(Items from a dataset)
☆ ☆ ☆ ☆
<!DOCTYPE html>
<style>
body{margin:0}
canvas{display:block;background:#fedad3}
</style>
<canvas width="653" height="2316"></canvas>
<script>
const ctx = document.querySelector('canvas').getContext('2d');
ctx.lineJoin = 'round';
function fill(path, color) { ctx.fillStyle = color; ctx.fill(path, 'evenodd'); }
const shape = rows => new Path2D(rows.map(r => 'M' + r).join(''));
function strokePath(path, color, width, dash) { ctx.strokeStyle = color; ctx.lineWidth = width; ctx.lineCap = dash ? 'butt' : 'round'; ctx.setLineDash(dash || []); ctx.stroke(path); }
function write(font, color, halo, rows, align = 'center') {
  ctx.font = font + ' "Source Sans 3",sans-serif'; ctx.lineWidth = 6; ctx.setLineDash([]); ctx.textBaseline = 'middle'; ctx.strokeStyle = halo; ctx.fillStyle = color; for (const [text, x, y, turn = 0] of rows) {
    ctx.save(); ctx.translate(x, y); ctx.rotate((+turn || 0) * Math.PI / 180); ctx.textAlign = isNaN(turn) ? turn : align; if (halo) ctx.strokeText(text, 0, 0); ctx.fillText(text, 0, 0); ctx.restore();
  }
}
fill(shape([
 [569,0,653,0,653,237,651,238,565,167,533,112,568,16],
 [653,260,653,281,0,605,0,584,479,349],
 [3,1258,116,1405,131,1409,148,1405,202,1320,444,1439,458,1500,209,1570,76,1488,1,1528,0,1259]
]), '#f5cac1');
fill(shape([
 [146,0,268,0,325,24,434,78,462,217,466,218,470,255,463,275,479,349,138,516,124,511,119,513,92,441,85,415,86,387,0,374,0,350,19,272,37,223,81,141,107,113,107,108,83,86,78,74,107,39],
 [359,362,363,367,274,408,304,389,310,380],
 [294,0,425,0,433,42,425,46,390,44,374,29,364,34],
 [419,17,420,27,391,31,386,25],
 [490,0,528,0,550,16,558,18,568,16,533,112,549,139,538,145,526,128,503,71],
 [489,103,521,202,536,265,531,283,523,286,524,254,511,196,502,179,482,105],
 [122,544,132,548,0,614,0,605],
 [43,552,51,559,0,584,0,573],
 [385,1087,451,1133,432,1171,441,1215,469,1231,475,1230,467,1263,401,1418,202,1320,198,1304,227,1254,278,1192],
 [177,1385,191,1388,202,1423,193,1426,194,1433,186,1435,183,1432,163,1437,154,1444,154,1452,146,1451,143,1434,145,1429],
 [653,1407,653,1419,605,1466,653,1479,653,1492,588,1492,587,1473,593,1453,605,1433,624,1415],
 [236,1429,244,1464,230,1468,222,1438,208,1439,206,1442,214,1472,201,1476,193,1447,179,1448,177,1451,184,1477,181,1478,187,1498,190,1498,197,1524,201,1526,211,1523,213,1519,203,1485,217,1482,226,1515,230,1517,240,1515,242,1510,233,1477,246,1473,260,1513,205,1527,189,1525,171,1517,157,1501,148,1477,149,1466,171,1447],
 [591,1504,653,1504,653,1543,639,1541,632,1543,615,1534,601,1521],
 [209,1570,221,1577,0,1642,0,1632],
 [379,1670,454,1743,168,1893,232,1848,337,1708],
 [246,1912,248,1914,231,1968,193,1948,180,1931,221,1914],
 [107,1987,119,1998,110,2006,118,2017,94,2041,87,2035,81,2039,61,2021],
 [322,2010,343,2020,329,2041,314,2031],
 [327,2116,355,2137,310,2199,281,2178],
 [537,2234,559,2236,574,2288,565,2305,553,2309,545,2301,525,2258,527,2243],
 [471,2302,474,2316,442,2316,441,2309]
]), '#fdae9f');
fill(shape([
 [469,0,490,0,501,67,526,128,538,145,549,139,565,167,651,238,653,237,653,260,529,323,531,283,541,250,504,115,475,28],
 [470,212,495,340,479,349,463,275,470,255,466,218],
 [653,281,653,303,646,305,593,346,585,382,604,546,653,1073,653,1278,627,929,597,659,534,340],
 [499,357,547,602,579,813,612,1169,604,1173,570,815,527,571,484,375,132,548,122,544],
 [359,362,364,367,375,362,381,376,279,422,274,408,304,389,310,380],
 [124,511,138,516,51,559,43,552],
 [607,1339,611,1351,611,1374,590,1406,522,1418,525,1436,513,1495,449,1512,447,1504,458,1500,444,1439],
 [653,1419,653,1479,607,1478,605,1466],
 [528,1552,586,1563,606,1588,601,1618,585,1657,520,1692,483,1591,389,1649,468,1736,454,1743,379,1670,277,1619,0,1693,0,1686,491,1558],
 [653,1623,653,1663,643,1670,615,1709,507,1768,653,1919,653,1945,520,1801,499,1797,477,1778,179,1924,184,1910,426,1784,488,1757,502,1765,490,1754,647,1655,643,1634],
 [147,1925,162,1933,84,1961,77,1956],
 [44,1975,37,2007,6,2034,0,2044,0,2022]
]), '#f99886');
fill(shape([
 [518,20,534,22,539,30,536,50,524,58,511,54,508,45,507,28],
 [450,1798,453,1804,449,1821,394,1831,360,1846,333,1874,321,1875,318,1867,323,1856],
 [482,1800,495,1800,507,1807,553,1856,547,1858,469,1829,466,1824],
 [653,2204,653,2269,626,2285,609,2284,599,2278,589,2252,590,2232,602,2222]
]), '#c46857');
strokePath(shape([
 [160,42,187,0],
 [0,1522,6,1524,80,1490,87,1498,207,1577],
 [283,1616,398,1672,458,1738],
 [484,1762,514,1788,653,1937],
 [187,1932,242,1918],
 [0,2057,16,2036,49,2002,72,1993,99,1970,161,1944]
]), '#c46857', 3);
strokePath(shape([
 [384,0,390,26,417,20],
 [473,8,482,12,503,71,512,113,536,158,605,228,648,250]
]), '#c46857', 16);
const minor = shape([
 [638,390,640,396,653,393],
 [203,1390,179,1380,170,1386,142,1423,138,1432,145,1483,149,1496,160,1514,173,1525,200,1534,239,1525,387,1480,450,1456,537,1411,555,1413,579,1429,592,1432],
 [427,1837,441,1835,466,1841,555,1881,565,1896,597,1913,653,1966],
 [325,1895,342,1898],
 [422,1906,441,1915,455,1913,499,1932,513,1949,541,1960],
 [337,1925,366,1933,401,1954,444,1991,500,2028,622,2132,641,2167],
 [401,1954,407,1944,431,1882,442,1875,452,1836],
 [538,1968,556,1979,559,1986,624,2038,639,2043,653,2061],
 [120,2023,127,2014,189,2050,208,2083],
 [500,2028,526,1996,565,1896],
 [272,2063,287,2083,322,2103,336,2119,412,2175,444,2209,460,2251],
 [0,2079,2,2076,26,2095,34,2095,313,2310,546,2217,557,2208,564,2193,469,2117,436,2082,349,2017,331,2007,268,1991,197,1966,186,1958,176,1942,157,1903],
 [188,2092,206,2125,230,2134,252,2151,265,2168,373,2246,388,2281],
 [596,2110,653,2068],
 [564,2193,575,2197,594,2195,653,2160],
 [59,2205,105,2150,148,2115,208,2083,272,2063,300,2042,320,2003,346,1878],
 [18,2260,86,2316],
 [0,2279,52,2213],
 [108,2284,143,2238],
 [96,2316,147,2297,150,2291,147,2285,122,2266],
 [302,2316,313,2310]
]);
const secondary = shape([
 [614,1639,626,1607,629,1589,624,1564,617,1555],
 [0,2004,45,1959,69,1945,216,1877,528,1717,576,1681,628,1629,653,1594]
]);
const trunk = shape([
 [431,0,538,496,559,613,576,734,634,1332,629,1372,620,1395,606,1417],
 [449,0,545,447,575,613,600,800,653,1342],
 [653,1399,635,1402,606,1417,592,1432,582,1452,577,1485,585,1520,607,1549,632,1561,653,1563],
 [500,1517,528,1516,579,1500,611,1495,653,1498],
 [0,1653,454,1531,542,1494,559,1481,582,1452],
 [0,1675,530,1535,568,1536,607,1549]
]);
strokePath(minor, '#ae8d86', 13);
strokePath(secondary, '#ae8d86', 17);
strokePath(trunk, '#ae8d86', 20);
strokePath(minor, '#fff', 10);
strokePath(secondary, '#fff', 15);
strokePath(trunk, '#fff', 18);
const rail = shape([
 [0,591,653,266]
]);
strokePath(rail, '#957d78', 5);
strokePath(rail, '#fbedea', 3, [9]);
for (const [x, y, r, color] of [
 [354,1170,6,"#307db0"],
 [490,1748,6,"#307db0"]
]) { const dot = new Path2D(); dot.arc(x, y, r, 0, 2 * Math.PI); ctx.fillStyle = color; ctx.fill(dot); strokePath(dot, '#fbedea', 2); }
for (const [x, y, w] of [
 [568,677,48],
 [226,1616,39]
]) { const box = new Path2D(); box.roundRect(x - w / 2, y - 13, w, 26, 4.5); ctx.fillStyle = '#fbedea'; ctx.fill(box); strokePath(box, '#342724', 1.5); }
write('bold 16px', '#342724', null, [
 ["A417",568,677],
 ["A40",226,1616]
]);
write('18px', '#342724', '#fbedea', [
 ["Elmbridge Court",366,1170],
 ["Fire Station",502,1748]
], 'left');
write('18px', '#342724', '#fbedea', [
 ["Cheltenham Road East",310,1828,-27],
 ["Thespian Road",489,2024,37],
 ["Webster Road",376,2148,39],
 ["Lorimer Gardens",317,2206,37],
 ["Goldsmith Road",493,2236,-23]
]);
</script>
☆ ☆ ☆ ☆
> [WHAT YOU HAVE TO DO]:
Report how many lines in the data include the word "font", and give nothing but the count.

> [ANSWER BELOW]:
2